Screenshot from Zoo Knoxville video
Bashir is one of three Malayan tigers at Zoo Knoxville to test positive for COVID-19 in November. Dr. Joe Impellizeri, who is leading a just-approved trial for a COVID-19 vaccine candidate for cats, has said he hopes the research will help felines big and small as well as other animals and humans.
Amid the flurry of stories touting the first COVID-19 vaccines for humans comes news of a vaccine trial targeting SARS-CoV-2, the virus that causes COVID-19, in cats.
Applied DNA Sciences, a biotechnology company in Stony Brook, New York, and EvviVax, a veterinary biotechnology company in Rome, announced on Monday that they have received approvals from the New York State Department of Agriculture and Markets and the U.S. Department of Agriculture for a clinical trial of a vaccine candidate in domestic felines.
Applied DNA and EvviVax said they are targeting cats, in part, to mitigate a potential reservoir for infections in humans. Scientists believe infected cats could transmit the virus to people; however, there is no documented case of such transmission happening to date. In the 40 or so cases of pet cats testing positive for SARS-CoV-2 worldwide, the majority are believed to have caught the virus from infected people. A few infected cats are believed to have transmitted the virus to other cats.
The companies said the trial is expected to begin within 90 days at Guardian Veterinary Specialists, a multi-specialty veterinary hospital in Brewster, New York, where Dr. Joseph Impellizeri is the supervising investigator.
Fifteen healthy pet cats, living at home during the trial, each will be given two doses of the vaccine, administered 30 days apart, according to an email from Brian Viscount, executive director of product management for Applied DNA Sciences. The cats will be tracked for up to six months to evaluate the vaccine's safety and assess their immune response, including the presence of neutralizing antibodies.
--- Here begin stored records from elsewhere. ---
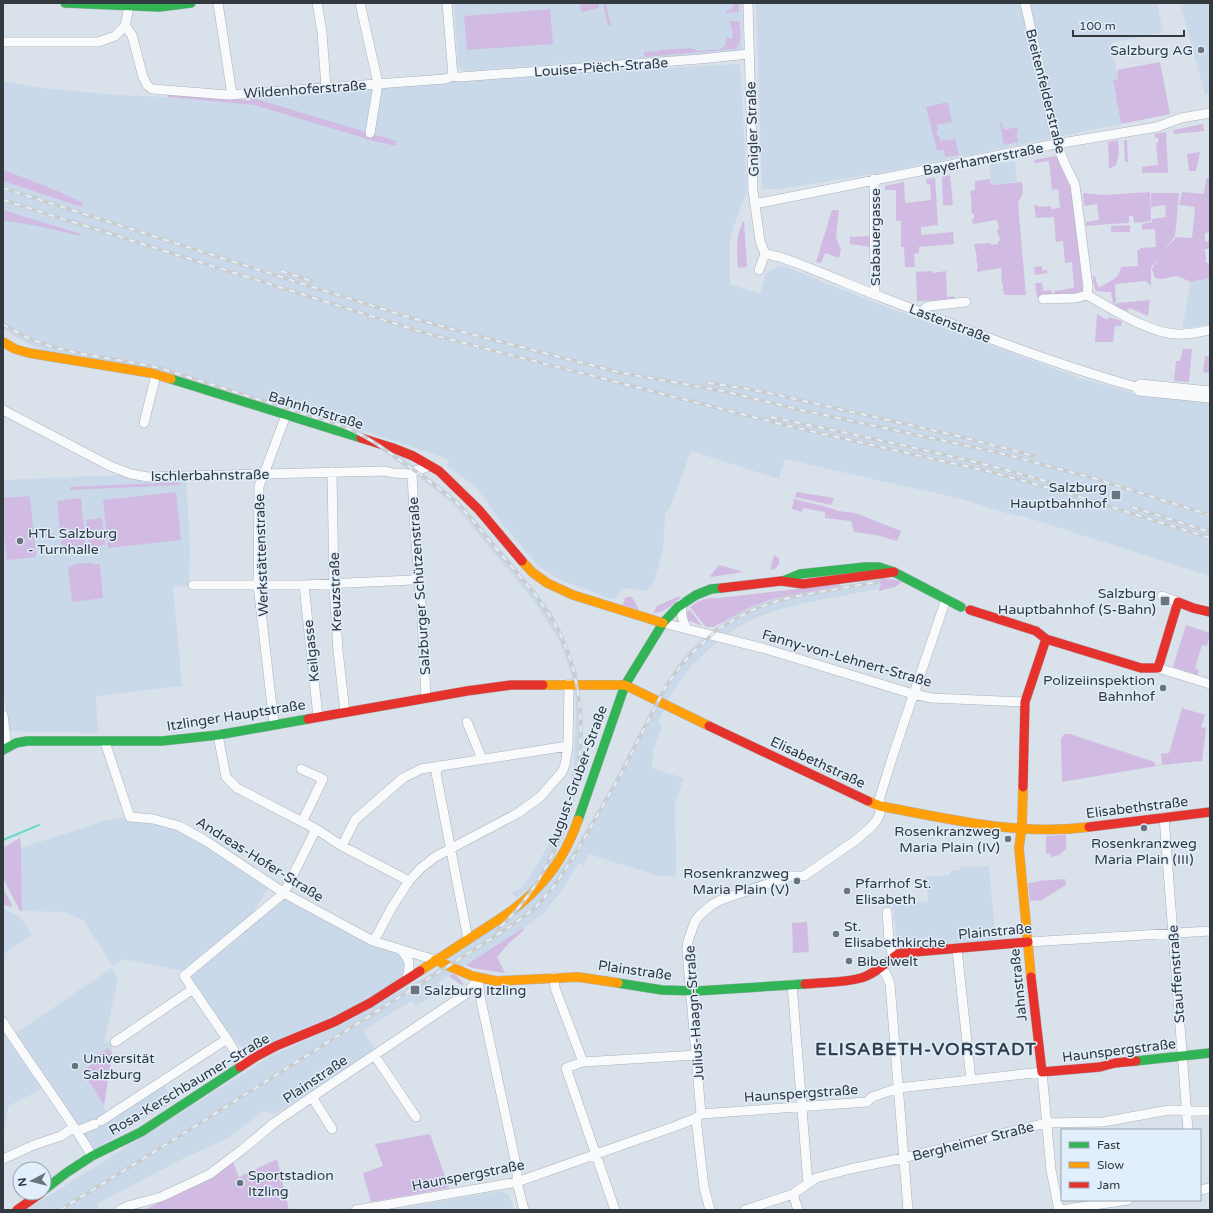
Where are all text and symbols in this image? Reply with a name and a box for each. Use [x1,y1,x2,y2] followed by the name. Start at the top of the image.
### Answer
[1073,12,1184,38] scale bar
[1079,19,1116,33] text: 100 m
[1022,27,1069,155] street label: Breitenfelderstraße
[1110,42,1193,59] place label: Salzburg AG
[1196,45,1206,55] marker: Salzburg AG
[533,54,669,81] street label: Louise-Piëch-Straße
[243,77,367,102] street label: Wildenhoferstraße
[742,81,763,177] street label: Gnigler Straße
[921,139,1045,180] street label: Bayerhamerstraße
[867,188,884,286] street label: Stabauergasse
[907,300,993,347] street label: Lastenstraße
[266,388,366,433] street label: Bahnhofstraße
[150,466,270,485] street label: Ischlerbahnstraße
[1010,479,1108,512] place label: Salzburg Hauptbahnhof
[1110,489,1122,501] marker: Salzburg Hauptbahnhof
[251,493,272,617] street label: Werkstättenstraße
[405,496,434,676] street label: Salzburger Schützenstraße
[28,525,117,558] place label: HTL Salzburg - Turnhalle
[15,536,25,546] marker: HTL Salzburg - Turnhalle
[326,552,345,632] street label: Kreuzstraße
[998,585,1156,618] place label: Salzburg Hauptbahnhof (S-Bahn)
[1159,595,1171,607] marker: Salzburg Hauptbahnhof (S-Bahn)
[300,619,323,683] street label: Keilgasse
[760,626,934,691] street label: Fanny-von-Lehnert-Straße
[1043,672,1156,705] place label: Polizeiinspektion Bahnhof
[1158,683,1168,693] marker: Polizeiinspektion Bahnhof
[166,696,307,735] street label: Itzlinger Hauptstraße
[544,703,611,849] street label: August-Gruber-Straße
[768,733,868,792] street label: Elisabethstraße
[1085,793,1189,822] street label: Elisabethstraße
[193,813,327,906] street label: Andreas-Hofer-Straße
[894,823,1000,856] place label: Rosenkranzweg Maria Plain (IV)
[1139,823,1149,833] marker: Rosenkranzweg Maria Plain (III)
[1003,834,1013,844] marker: Rosenkranzweg Maria Plain (IV)
[1091,835,1197,868] place label: Rosenkranzweg Maria Plain (III)
[683,865,789,898] place label: Rosenkranzweg Maria Plain (V)
[855,875,931,908] place label: Pfarrhof St. Elisabeth
[792,876,802,886] marker: Rosenkranzweg Maria Plain (V)
[842,886,852,896] marker: Pfarrhof St. Elisabeth
[844,918,945,951] place label: St. Elisabethkirche
[957,920,1033,943] street label: Plainstraße
[1165,924,1188,1024] street label: Stauffenstraße
[831,929,841,939] marker: St. Elisabethkirche
[681,945,708,1081] street label: Julius-Haagn-Straße
[1006,948,1031,1022] street label: Jahnstraße
[857,953,919,970] place label: Bibelwelt
[844,956,854,966] marker: Bibelwelt
[597,957,673,984] street label: Plainstraße
[424,982,526,999] place label: Salzburg Itzling
[409,984,421,996] marker: Salzburg Itzling
[106,1030,273,1139] street label: Rosa-Kerschbaumer-Straße
[1061,1035,1177,1066] street label: Haunspergstraße
[815,1038,1037,1060] district label: ELISABETH-VORSTADT
[83,1050,155,1083] place label: Universität Salzburg
[280,1052,351,1107] street label: Plainstraße
[70,1061,80,1071] marker: Universität Salzburg
[743,1081,859,1106] street label: Haunspergstraße
[911,1118,1036,1165] street label: Bergheimer Straße
[1061,1129,1201,1201] legend
[1097,1138,1121,1152] text: Fast
[410,1156,526,1195] street label: Haunspergstraße
[1097,1158,1124,1172] text: Slow
[12,1161,52,1201] north arrow
[248,1167,334,1200] place label: Sportstadion Itzling
[16,1177,30,1187] text: N
[235,1178,245,1188] marker: Sportstadion Itzling
[1097,1178,1120,1192] text: Jam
This trial will not demonstrate whether the vaccine works against the virus.
Applied DNA and EvviVax said they are developing another trial that will expose a second group of vaccinated cats (not pets) to COVID-19-positive cats in a controlled setting to see if the vaccine is effective against the virus.
The companies say if the trials are successful, they will apply for a conditional license from USDA Animal Plant Health Inspection Service (APHIS), which would allow for commercial sales due to the pandemic.
Whether there would be any takers of a COVID-19 vaccine for cats is an open question, since cats don't appear to be getting sick from the virus in significant numbers.
The companies maintain there would be a market. "With about 96M cats living in households in the U.S. as of 2017 and COVID-19 infection rates increasing nationally today, we believe there is utility for a vaccine for SARS-CoV-2 for cats," Viscount said via email.
Impellizeri suggested zoos might want the vaccine. He pointed to the case of the Bronx Zoo, where a Malayan tiger was the first documented case in the United States of a non-human animal showing clinical signs and testing positive for the COVID-19 virus. Ultimately, five tigers and three lions tested positive. In addition, a puma at a Johannesburg zoo and three tigers at a Knoxville zoo tested positive in April and October, respectively.
"Imagine the larger feline collections around the world, and you say, 'I have something that's preventative,' " Impellizeri said. "That could be tremendous, considering their value."
Applied DNA President and CEO James A. Hayward said in this week's announcement that a feline vaccine is not the sole goal of the research. He said he expects that the trial will provide "valuable complementary data for potential human COVID-19 vaccine candidate trials and charting a possible development path to other animals, such as mink."
Mink are a source of concern, as SARS-CoV-2 has been found in mink on farms in Denmark, Greece, Italy, the Netherlands, Spain, Sweden and the United States. Animals have gotten sick and died from the virus. Farmworkers are considered the likely initial source of the infections, which spread among the mink and other farm animals, according to the U.S. Centers for Disease Control and Prevention.
"Currently, there is no evidence that animals play a significant role in the spread of SARS-CoV-2 to people," the CDC said in a statement updated on Nov. 18. "However, reports from infected mink farms in the Netherlands and Denmark suggest that in these environments there is the possibility for spread of SARS-CoV-2 from mink to humans."
In Denmark, the world's largest producer of mink fur, the government ordered the culling of millions of mink to stop the spread of the virus, after mutated versions were found in the animals there. There are concerns that mutations could undermine the effectiveness of future vaccines for humans.
Correction: This story has been revised to correct a quote from Dr. Impellizeri.